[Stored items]
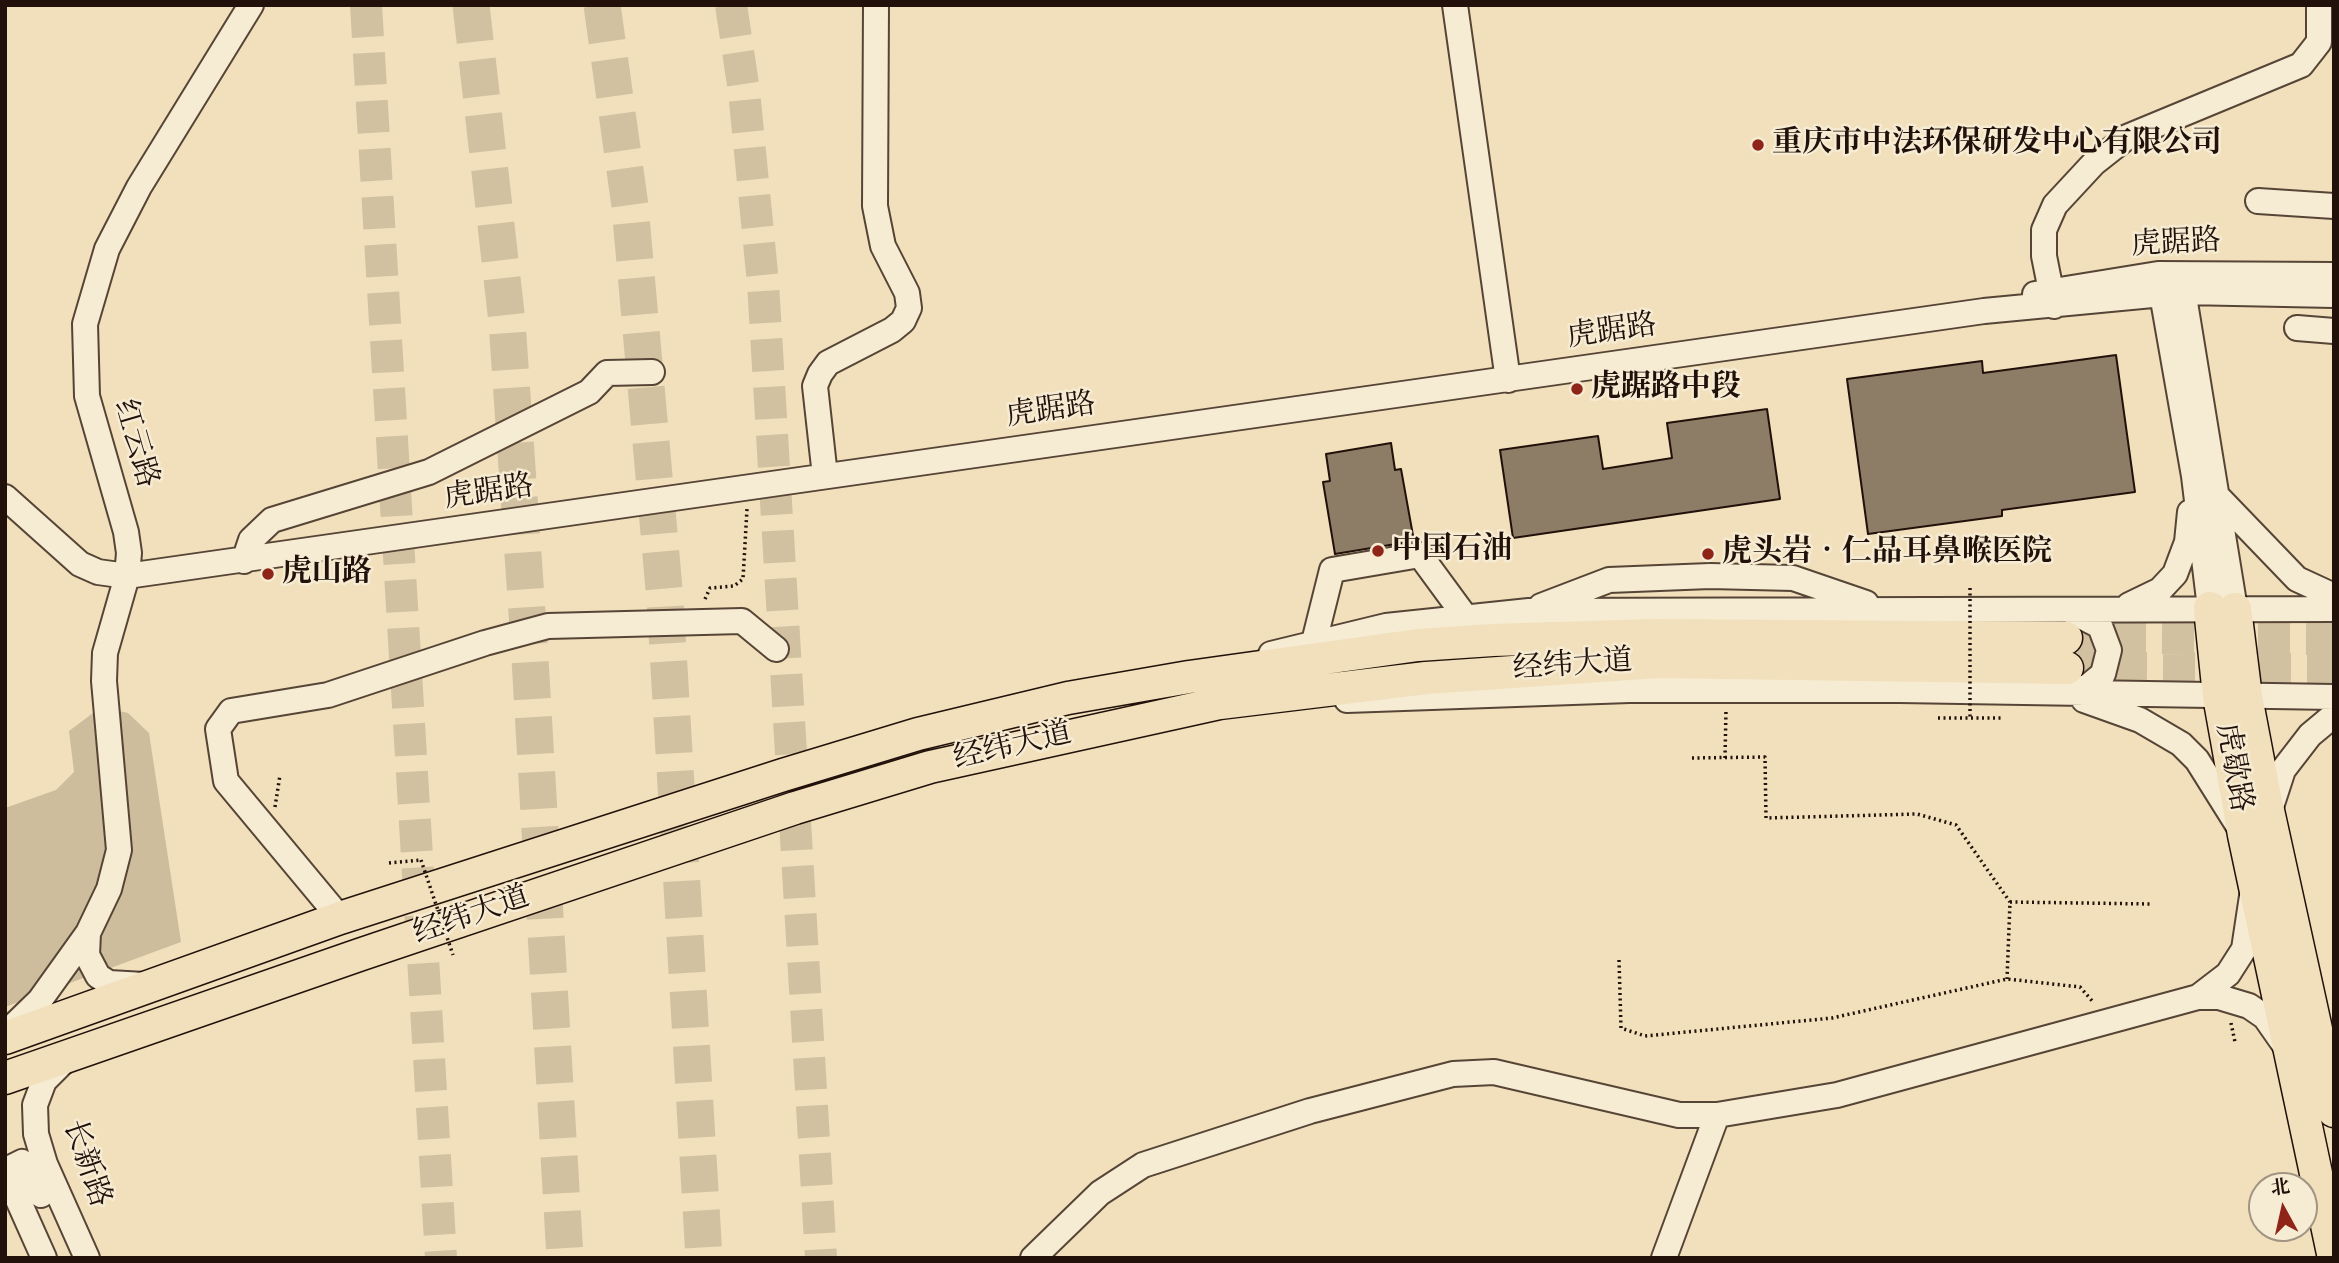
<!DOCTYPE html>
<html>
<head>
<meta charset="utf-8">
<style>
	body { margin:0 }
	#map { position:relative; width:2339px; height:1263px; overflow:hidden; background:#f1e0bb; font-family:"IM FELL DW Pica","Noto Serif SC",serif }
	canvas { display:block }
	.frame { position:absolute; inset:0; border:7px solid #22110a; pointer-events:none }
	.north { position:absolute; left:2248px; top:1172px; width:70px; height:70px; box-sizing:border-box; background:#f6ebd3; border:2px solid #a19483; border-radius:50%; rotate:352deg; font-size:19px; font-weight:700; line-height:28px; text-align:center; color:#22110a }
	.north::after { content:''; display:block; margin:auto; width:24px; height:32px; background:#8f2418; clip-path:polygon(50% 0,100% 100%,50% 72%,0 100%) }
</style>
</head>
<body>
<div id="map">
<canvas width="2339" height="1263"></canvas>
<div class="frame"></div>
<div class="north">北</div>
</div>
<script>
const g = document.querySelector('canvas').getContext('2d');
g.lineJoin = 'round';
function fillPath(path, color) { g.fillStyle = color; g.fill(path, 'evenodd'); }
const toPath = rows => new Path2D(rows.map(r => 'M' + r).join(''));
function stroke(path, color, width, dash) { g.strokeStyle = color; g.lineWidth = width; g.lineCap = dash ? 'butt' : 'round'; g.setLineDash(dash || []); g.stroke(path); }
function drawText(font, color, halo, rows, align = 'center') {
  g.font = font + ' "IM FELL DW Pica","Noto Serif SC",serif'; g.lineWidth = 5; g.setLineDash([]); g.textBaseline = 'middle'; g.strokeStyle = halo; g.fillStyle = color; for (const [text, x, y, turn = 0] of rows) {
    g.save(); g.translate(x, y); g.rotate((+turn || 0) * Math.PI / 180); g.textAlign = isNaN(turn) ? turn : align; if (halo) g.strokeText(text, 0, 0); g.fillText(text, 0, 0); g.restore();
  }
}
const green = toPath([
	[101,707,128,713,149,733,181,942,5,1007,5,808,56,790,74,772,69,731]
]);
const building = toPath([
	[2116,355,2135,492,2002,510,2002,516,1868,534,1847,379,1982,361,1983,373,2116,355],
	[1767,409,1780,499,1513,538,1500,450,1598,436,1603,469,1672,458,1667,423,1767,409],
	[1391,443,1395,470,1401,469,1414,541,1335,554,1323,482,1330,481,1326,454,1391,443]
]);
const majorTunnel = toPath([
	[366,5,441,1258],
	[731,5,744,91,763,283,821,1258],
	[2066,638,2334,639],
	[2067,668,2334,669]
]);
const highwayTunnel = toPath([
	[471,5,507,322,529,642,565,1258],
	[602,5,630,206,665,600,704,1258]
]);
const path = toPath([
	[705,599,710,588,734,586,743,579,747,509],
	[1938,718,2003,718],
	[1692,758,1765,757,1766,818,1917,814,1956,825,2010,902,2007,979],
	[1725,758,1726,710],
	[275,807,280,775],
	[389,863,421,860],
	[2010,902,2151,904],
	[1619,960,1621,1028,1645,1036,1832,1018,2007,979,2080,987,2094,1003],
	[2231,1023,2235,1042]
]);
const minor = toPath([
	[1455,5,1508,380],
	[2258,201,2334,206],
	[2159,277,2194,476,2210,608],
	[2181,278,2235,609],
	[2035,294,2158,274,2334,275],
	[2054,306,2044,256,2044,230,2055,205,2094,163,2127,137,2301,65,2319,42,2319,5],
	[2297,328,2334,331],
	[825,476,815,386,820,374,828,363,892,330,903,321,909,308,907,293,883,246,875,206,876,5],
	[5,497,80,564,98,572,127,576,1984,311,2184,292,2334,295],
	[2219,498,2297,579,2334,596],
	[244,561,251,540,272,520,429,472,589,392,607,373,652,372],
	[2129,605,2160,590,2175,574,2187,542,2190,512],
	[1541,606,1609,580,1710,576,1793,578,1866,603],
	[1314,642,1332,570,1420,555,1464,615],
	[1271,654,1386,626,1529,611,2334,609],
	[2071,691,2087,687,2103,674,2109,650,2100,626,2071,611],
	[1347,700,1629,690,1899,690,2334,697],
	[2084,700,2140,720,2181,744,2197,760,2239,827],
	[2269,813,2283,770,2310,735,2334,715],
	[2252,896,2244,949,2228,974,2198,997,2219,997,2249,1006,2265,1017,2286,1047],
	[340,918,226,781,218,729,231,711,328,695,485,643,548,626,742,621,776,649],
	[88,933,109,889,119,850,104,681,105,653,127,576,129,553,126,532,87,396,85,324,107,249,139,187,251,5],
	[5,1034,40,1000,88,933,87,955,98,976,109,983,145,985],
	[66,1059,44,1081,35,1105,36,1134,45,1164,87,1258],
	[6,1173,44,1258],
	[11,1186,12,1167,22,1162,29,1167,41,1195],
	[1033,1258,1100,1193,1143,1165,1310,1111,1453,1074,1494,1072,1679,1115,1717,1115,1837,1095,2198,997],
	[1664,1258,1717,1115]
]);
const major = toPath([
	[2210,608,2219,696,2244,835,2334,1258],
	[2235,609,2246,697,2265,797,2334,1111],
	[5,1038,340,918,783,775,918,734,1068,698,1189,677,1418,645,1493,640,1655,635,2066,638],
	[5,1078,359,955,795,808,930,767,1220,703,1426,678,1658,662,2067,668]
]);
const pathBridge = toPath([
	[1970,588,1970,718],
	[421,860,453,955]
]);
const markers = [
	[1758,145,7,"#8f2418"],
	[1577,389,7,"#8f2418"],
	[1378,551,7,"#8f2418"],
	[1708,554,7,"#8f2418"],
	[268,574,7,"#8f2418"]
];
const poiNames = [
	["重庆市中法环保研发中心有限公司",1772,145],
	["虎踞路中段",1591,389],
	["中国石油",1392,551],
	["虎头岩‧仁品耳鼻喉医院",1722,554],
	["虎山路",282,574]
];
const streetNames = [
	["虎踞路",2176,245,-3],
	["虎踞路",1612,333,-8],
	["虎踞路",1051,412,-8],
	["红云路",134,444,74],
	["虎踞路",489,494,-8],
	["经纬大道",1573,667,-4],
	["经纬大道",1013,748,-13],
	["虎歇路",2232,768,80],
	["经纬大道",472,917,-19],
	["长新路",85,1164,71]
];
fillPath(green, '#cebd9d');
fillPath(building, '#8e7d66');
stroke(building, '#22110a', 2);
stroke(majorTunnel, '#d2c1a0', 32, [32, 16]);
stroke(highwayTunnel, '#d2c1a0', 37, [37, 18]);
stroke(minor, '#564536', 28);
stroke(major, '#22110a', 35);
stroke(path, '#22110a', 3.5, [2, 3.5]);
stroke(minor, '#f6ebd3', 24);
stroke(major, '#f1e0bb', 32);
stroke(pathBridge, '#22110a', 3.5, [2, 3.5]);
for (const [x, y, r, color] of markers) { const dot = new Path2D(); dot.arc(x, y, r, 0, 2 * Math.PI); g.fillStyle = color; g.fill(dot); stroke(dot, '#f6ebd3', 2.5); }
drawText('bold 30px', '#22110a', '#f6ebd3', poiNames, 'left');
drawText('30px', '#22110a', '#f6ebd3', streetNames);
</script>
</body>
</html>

DESCRIPTION OF THE TASK
Go through the entries above, and wherever a line holds the word "strokeStyle", copy that line.

TASK RESPONSE
function stroke(path, color, width, dash) { g.strokeStyle = color; g.lineWidth = width; g.lineCap = dash ? 'butt' : 'round'; g.setLineDash(dash || []); g.stroke(path); }
  g.font = font + ' "IM FELL DW Pica","Noto Serif SC",serif'; g.lineWidth = 5; g.setLineDash([]); g.textBaseline = 'middle'; g.strokeStyle = halo; g.fillStyle = color; for (const [text, x, y, turn = 0] of rows) {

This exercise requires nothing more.